Synthesizer/sequencers are often difficult to use and/or manipulate. Moreover, each synthesizer/sequencer operates differently from each other. The MIDI data resides in proprietary formatted files, although the MIDI data itself is in universal protocol, on-board sound and timbre software editing is not standard. Since these differences must be specifically handled in an ad hoc manner such non-compatible items limit the present use of the Internet for music collaboration.
FIG. 1 shows a typical system for transferring music information, usually MIDI files. A synthesizer 2 is connected via a serial port to a computer system 4. There is a corresponding remote system with a synthesizer 2' connected to a computer system 4'. Each of the computer systems has Internet access often via a web browser that provides a graphical user interface (GUI). The computer systems have some kind of file transfer application 6 and 6', e.g. hypertext transfer protocol (HTTP). A musician at each of the two sites (remote from each other) may play and the synthesizers create MIDI data streams. The streams are input to the local computer systems which will store the MIDI data in various formats, which are not standardized, that can be transferred later over the Internet. Each musician can transfer the MIDI file to the other for subsequent playing. However the receiving musicians usually can play the music only after the received formats have been deciphered and/or modified for playing on the local synthesizer. The individuals must combine the locally stored files with the altered received files which are then combined for playing. Timing must be addressed in order in the above example, but the above scenario is not an interactive process conducive to real time interactive music collaboration. That is the musicians cannot play together as if in the same room.
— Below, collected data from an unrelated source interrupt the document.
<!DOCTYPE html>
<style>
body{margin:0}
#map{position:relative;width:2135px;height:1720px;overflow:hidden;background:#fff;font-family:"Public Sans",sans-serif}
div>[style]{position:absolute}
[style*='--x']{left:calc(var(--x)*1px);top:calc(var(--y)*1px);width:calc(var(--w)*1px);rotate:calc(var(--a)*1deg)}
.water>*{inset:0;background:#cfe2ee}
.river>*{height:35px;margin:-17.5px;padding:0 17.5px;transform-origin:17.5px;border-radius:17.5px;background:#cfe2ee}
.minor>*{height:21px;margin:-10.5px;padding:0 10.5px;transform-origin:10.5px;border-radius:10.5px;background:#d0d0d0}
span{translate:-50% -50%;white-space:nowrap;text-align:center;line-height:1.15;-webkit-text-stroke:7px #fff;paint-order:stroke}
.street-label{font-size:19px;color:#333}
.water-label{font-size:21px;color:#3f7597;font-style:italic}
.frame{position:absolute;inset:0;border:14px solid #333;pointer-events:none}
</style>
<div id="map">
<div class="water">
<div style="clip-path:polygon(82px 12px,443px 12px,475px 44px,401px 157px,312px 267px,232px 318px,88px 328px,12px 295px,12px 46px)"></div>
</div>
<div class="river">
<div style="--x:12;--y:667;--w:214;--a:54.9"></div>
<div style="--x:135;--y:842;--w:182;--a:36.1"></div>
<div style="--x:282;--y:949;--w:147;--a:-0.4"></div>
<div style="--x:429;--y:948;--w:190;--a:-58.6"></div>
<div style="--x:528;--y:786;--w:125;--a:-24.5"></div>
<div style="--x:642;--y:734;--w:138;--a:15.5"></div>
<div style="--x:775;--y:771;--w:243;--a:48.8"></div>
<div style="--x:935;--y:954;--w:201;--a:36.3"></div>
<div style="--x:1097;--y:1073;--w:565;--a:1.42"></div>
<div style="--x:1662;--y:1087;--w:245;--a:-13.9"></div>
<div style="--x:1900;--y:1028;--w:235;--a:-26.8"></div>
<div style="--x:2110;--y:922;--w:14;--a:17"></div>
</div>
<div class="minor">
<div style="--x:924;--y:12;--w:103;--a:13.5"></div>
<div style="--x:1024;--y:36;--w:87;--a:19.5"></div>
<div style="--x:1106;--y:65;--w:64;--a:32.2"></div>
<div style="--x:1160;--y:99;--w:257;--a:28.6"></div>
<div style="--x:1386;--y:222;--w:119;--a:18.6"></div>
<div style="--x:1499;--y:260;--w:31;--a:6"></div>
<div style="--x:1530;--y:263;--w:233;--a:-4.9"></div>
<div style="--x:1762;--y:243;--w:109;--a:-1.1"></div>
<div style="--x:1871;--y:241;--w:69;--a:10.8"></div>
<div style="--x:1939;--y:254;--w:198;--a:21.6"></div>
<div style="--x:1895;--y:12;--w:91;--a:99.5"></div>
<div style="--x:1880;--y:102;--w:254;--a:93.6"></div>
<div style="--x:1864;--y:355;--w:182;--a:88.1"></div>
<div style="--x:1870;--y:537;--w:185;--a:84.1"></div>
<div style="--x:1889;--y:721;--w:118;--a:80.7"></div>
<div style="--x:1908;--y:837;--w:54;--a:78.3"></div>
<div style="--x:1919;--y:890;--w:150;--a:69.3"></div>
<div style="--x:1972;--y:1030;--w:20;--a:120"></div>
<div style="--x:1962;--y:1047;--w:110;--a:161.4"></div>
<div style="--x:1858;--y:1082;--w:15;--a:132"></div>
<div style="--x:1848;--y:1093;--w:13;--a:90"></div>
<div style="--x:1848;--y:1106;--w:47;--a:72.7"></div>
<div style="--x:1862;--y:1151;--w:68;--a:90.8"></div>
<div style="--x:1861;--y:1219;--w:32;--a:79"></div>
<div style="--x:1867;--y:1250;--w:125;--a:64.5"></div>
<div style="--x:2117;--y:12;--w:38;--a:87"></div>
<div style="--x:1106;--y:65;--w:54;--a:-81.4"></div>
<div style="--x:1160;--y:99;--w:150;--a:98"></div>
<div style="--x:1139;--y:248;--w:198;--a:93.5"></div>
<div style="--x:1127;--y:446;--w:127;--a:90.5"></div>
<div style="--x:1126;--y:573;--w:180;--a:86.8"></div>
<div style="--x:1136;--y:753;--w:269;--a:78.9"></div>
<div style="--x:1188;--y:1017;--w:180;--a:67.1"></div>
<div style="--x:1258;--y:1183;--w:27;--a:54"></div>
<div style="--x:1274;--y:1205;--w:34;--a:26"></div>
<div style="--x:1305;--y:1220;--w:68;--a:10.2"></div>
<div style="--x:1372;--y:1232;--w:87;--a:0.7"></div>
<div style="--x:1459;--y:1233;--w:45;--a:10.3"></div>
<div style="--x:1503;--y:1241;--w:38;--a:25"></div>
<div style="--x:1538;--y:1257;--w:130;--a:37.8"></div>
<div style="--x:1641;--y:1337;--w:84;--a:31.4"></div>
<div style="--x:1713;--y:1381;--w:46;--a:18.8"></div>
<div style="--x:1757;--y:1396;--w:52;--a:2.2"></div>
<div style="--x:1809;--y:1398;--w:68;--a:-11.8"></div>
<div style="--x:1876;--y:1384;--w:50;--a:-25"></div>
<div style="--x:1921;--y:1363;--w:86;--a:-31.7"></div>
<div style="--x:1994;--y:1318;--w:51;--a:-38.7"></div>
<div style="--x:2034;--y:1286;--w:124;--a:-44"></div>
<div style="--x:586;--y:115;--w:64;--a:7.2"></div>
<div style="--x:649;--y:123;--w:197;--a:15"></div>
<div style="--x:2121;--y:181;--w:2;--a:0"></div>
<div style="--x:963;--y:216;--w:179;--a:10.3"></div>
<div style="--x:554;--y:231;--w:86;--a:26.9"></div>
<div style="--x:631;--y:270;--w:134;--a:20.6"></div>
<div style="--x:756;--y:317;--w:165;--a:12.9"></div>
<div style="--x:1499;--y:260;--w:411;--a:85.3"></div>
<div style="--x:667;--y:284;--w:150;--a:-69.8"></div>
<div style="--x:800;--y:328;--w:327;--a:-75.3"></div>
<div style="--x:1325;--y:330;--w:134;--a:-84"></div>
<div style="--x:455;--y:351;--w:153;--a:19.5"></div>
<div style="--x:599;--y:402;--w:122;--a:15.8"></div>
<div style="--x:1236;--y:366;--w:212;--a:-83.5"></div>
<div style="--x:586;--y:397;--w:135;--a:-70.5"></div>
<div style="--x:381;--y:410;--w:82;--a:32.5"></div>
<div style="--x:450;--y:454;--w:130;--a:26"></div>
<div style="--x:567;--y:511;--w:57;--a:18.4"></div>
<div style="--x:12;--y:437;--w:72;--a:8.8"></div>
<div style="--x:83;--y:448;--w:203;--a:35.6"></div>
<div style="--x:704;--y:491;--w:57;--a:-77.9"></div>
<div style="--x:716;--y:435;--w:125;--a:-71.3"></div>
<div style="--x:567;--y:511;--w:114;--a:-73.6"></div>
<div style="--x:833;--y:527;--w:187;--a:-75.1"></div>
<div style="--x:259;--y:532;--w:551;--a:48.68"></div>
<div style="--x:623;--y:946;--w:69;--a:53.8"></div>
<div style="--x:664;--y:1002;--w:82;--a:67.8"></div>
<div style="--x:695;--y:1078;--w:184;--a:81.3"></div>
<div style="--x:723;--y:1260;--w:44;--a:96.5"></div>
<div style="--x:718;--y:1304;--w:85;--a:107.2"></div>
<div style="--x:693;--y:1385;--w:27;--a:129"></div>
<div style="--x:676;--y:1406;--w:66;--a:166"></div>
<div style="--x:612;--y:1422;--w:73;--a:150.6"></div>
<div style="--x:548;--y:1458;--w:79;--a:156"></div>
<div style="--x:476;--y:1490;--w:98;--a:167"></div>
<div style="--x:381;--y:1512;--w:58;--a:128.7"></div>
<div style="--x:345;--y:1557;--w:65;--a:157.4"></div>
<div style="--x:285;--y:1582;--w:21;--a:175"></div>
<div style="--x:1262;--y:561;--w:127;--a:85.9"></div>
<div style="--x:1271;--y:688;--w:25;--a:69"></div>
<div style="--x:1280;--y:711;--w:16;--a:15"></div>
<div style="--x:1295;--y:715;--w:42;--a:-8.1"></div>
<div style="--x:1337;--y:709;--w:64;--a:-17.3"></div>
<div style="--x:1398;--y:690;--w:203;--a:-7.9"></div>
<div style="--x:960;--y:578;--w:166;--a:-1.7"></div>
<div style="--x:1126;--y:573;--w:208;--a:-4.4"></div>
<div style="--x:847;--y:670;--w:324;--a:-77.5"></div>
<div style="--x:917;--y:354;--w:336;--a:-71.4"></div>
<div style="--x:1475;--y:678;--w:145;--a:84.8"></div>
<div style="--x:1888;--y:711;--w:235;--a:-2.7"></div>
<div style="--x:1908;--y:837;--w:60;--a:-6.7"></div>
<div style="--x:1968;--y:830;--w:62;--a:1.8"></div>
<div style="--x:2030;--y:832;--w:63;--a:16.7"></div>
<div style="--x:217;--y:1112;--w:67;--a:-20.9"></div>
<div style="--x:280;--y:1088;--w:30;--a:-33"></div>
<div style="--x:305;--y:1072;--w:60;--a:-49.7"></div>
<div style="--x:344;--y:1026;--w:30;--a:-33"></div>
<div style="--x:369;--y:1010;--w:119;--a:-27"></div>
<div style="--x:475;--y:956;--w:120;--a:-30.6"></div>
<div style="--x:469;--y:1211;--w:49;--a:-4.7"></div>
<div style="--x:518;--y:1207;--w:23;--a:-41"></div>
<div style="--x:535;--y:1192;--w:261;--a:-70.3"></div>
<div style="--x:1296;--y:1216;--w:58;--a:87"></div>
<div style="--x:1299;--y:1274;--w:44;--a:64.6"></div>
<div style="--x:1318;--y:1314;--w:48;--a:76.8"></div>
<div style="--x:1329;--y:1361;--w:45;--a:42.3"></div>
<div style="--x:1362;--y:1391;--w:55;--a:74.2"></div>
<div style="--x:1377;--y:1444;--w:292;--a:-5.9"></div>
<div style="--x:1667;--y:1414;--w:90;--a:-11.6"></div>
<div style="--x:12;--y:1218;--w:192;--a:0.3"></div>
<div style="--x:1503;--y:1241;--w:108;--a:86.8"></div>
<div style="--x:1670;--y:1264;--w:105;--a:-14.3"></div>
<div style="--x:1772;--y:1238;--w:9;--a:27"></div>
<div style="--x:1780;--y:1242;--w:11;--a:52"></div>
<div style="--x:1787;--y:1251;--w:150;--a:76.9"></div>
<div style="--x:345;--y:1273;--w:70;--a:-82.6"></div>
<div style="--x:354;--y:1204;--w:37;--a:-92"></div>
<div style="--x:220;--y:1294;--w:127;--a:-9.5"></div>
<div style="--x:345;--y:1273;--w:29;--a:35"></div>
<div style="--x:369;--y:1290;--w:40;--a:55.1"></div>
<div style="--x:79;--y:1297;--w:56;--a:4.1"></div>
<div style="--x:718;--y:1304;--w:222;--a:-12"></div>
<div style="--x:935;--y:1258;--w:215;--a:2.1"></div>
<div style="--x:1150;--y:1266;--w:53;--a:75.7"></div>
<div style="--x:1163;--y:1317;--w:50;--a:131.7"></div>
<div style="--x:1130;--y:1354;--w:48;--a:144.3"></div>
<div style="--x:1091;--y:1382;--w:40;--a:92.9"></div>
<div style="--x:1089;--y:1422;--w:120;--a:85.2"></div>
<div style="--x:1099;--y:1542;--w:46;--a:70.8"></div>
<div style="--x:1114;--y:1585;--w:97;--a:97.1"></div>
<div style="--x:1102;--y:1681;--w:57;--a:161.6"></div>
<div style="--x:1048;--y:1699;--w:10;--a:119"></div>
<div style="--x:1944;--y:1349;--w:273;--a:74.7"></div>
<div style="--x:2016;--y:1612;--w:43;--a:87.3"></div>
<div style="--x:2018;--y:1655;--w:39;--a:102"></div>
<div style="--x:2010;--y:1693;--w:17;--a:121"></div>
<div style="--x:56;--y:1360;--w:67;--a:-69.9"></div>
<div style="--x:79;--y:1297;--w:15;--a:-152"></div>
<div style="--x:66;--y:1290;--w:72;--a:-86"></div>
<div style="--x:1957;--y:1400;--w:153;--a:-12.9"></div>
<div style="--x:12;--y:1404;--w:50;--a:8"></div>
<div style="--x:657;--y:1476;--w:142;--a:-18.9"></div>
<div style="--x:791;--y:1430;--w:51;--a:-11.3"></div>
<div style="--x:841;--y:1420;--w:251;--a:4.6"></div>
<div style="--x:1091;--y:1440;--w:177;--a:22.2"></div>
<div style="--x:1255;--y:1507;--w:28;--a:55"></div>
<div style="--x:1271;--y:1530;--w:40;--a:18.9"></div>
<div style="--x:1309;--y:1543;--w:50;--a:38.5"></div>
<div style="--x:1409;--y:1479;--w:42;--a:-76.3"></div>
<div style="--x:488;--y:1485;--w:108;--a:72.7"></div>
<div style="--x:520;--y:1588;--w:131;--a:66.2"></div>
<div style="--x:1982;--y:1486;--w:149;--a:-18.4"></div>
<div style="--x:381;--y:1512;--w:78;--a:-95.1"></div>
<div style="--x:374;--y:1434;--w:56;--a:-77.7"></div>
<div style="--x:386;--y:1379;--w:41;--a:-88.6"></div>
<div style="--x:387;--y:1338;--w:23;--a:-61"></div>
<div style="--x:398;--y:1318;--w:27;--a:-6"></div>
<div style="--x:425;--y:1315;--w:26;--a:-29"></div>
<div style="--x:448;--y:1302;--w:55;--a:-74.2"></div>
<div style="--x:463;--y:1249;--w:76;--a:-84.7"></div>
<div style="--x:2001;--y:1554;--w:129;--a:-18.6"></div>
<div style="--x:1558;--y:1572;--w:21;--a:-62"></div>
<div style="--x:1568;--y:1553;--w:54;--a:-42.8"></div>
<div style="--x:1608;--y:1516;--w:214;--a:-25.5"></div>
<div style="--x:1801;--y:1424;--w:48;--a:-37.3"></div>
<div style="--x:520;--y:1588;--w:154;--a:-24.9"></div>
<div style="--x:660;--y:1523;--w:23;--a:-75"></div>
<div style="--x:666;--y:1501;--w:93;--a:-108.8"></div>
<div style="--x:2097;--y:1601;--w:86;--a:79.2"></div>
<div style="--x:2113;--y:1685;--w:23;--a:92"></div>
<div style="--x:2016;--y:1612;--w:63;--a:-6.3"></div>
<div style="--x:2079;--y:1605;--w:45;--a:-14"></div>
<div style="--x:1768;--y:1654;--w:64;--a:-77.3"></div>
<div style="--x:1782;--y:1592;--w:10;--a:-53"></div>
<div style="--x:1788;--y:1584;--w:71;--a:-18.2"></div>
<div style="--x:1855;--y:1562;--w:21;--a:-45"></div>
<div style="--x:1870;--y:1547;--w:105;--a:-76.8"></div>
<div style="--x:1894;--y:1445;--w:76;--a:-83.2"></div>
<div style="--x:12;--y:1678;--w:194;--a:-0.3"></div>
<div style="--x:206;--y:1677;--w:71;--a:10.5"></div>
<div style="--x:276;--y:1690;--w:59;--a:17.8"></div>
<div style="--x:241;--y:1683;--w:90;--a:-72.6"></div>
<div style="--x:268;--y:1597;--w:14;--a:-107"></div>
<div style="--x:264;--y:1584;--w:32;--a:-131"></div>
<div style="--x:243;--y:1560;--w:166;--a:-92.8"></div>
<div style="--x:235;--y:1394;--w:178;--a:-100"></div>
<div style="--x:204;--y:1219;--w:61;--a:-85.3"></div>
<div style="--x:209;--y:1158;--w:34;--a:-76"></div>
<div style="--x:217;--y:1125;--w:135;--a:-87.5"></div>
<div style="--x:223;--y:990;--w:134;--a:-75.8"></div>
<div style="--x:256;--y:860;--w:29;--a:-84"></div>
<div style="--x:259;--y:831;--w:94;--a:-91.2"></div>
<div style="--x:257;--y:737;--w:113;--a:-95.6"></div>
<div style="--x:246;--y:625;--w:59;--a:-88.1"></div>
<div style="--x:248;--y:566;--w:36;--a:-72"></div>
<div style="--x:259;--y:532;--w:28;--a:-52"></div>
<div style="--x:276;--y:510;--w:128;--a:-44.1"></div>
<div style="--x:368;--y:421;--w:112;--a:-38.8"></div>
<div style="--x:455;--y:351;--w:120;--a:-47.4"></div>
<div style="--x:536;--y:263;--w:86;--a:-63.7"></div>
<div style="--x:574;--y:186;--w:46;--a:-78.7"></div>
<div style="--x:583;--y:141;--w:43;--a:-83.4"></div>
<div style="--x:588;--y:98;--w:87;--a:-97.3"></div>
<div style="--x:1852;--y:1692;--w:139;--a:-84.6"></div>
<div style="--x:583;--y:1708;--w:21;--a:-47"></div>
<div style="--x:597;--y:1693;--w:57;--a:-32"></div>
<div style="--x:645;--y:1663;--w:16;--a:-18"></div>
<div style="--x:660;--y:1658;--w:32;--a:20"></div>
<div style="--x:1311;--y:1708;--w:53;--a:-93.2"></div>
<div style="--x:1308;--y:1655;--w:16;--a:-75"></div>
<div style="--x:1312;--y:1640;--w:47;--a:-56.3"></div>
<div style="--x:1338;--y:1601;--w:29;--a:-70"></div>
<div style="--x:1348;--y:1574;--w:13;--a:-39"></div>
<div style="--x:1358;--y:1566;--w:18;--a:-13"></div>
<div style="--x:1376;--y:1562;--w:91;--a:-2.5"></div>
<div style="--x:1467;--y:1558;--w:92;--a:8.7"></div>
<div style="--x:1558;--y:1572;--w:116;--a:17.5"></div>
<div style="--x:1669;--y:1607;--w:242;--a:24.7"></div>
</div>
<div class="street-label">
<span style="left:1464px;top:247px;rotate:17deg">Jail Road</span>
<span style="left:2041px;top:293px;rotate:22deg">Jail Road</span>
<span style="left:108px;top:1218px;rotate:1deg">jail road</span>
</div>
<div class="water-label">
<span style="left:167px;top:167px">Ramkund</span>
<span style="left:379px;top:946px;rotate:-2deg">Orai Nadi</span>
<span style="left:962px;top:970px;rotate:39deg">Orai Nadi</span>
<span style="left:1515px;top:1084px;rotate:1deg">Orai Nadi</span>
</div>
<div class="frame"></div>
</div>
It is an object of the present invention to provide a software tool embedded within a browser that allows sending, receiving, editing, and/or playing locally or remotely of multi-tracks of MIDI data.
It is yet another object of the present invention to provide means for real-time music collaboration over a communication network.
Another object of the present invention is to provide means for two or more remote musicians to play together as if they were playing physically at the same location.
It is another object of the present invention to provide means for musicians to access MIDI data files in remote locations for use in creating new MIDI data files.
It is yet another object of the present invention to provide means to transfer MIDI data packets embedded within transfer control protocol (TCP) packets.
It is still another object of the present invention to provide an embedded MIDI tool within a browser that handles all MIDI data transactions between the browser, the local and remote computer systems, and the local and remote synthesizers.
It is another object of the present invention to provide a single universal tool for handling MIDI data over communications networks.